=== Dataset records ===

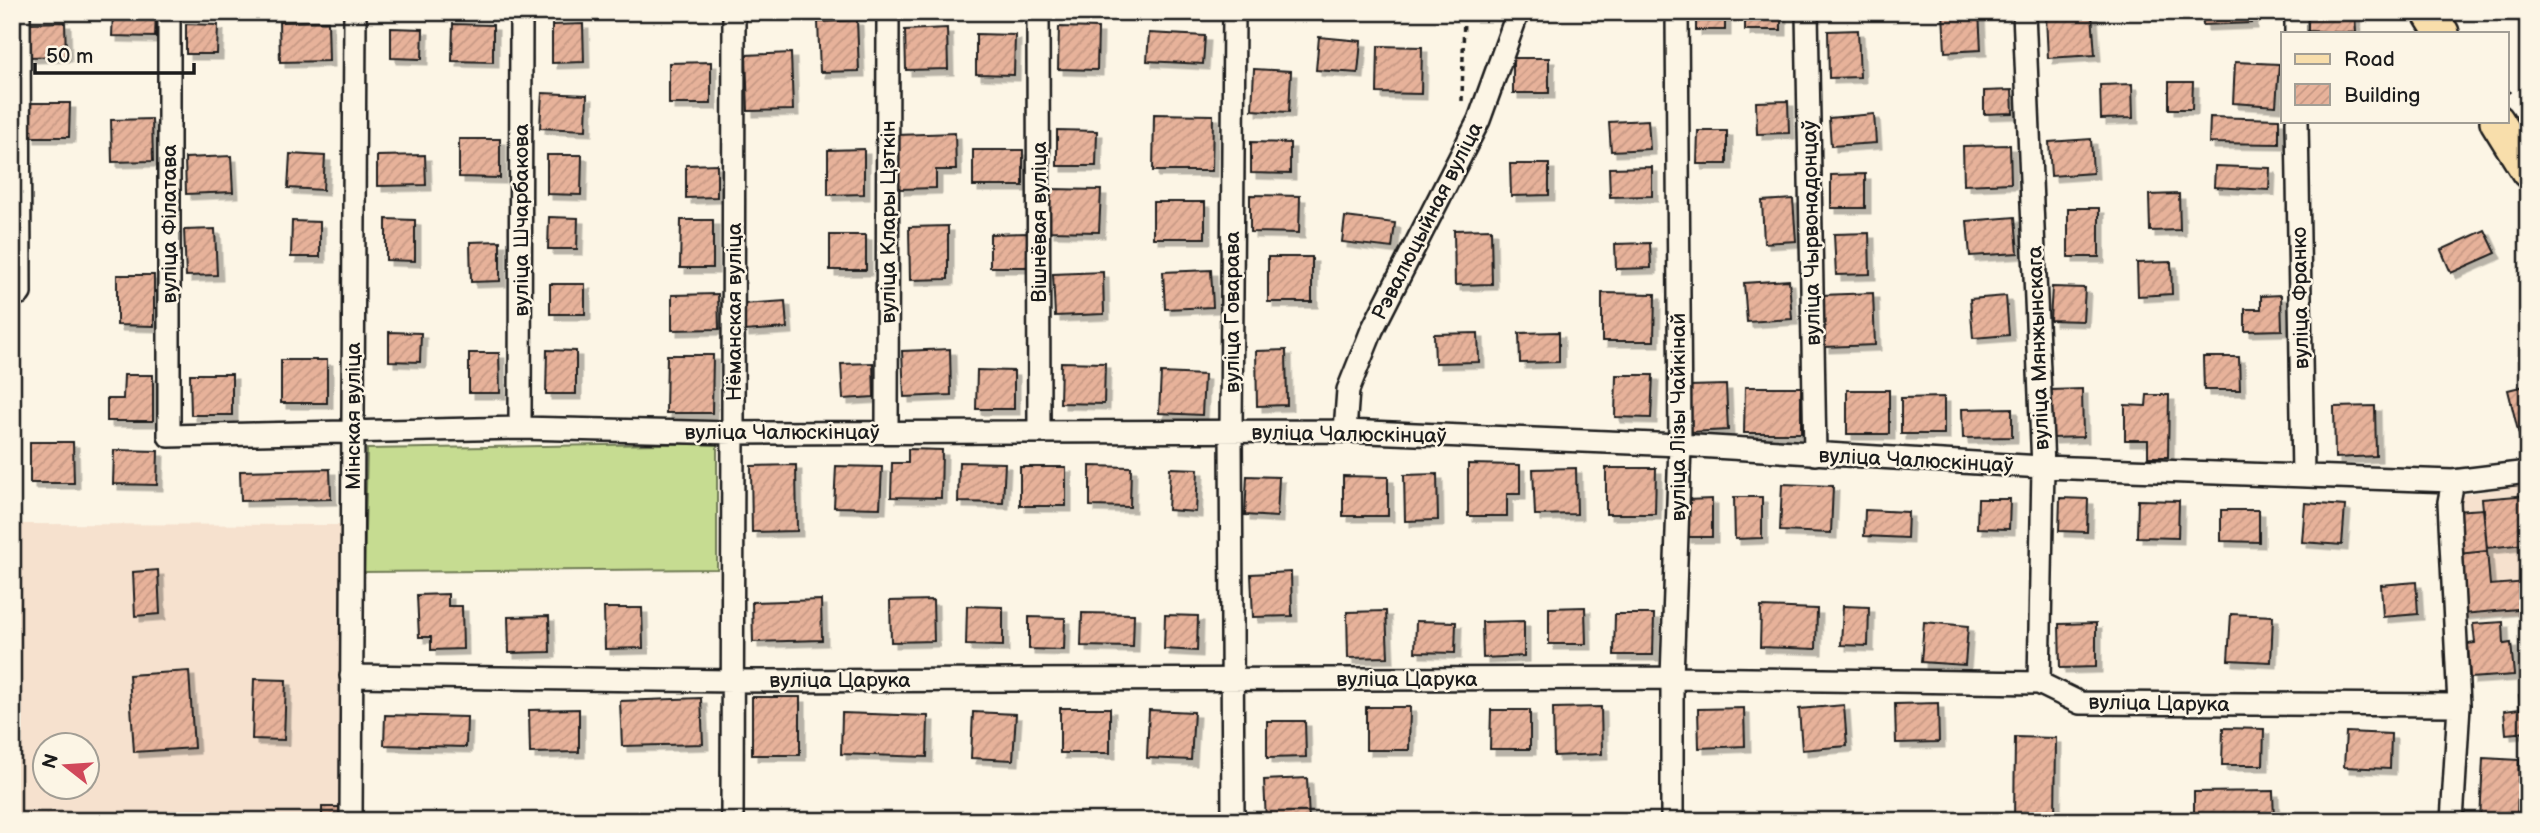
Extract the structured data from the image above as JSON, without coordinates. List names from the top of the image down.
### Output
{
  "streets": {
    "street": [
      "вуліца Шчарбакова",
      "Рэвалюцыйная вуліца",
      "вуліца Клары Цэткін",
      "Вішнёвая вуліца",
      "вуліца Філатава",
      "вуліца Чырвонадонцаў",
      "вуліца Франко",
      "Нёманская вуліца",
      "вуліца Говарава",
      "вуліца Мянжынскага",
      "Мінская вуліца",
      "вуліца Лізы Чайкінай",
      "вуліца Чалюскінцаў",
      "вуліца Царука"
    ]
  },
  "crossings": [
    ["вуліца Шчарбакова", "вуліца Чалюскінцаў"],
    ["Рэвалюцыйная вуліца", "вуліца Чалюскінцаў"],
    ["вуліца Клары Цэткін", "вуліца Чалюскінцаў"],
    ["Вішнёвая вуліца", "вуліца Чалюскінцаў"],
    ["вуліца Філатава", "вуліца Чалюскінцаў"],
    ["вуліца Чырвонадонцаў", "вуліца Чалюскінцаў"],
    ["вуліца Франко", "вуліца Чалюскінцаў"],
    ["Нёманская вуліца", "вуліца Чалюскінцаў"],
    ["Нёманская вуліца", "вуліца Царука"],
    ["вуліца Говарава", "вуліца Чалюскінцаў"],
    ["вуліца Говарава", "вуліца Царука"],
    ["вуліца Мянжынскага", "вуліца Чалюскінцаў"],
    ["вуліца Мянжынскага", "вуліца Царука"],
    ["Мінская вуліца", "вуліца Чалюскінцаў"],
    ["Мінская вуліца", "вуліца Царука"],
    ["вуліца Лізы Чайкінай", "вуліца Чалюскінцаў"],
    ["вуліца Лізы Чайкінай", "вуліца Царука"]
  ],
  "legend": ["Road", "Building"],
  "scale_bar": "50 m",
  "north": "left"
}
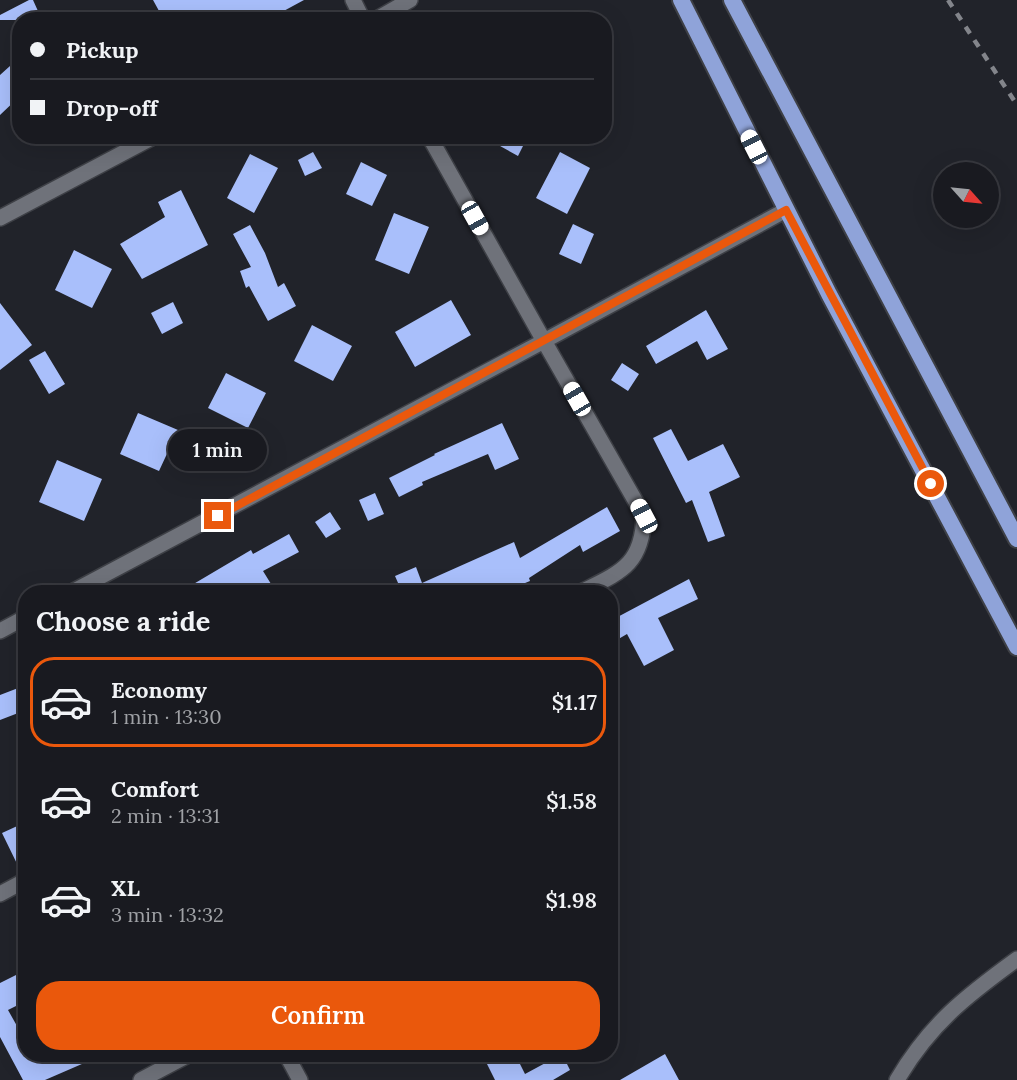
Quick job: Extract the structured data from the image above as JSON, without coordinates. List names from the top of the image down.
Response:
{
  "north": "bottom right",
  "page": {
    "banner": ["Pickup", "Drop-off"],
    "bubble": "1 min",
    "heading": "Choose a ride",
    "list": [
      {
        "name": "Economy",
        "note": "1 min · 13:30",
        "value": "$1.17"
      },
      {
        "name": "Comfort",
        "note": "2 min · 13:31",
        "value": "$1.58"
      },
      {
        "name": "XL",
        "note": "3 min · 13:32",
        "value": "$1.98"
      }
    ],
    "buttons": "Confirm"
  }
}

===

◆ **Exercise details**
The copy you produce must repeat all the entries exactly and contain no pictures.

◆ **Finished exercise**
Extract the structured data from the image above as JSON, without coordinates. List names from the top of the image down.
### Output
{
  "streets": {
    "street": [
      "вуліца Шчарбакова",
      "Рэвалюцыйная вуліца",
      "вуліца Клары Цэткін",
      "Вішнёвая вуліца",
      "вуліца Філатава",
      "вуліца Чырвонадонцаў",
      "вуліца Франко",
      "Нёманская вуліца",
      "вуліца Говарава",
      "вуліца Мянжынскага",
      "Мінская вуліца",
      "вуліца Лізы Чайкінай",
      "вуліца Чалюскінцаў",
      "вуліца Царука"
    ]
  },
  "crossings": [
    ["вуліца Шчарбакова", "вуліца Чалюскінцаў"],
    ["Рэвалюцыйная вуліца", "вуліца Чалюскінцаў"],
    ["вуліца Клары Цэткін", "вуліца Чалюскінцаў"],
    ["Вішнёвая вуліца", "вуліца Чалюскінцаў"],
    ["вуліца Філатава", "вуліца Чалюскінцаў"],
    ["вуліца Чырвонадонцаў", "вуліца Чалюскінцаў"],
    ["вуліца Франко", "вуліца Чалюскінцаў"],
    ["Нёманская вуліца", "вуліца Чалюскінцаў"],
    ["Нёманская вуліца", "вуліца Царука"],
    ["вуліца Говарава", "вуліца Чалюскінцаў"],
    ["вуліца Говарава", "вуліца Царука"],
    ["вуліца Мянжынскага", "вуліца Чалюскінцаў"],
    ["вуліца Мянжынскага", "вуліца Царука"],
    ["Мінская вуліца", "вуліца Чалюскінцаў"],
    ["Мінская вуліца", "вуліца Царука"],
    ["вуліца Лізы Чайкінай", "вуліца Чалюскінцаў"],
    ["вуліца Лізы Чайкінай", "вуліца Царука"]
  ],
  "legend": ["Road", "Building"],
  "scale_bar": "50 m",
  "north": "left"
}
Quick job: Extract the structured data from the image above as JSON, without coordinates. List names from the top of the image down.
Response:
{
  "north": "bottom right",
  "page": {
    "banner": ["Pickup", "Drop-off"],
    "bubble": "1 min",
    "heading": "Choose a ride",
    "list": [
      {
        "name": "Economy",
        "note": "1 min · 13:30",
        "value": "$1.17"
      },
      {
        "name": "Comfort",
        "note": "2 min · 13:31",
        "value": "$1.58"
      },
      {
        "name": "XL",
        "note": "3 min · 13:32",
        "value": "$1.98"
      }
    ],
    "buttons": "Confirm"
  }
}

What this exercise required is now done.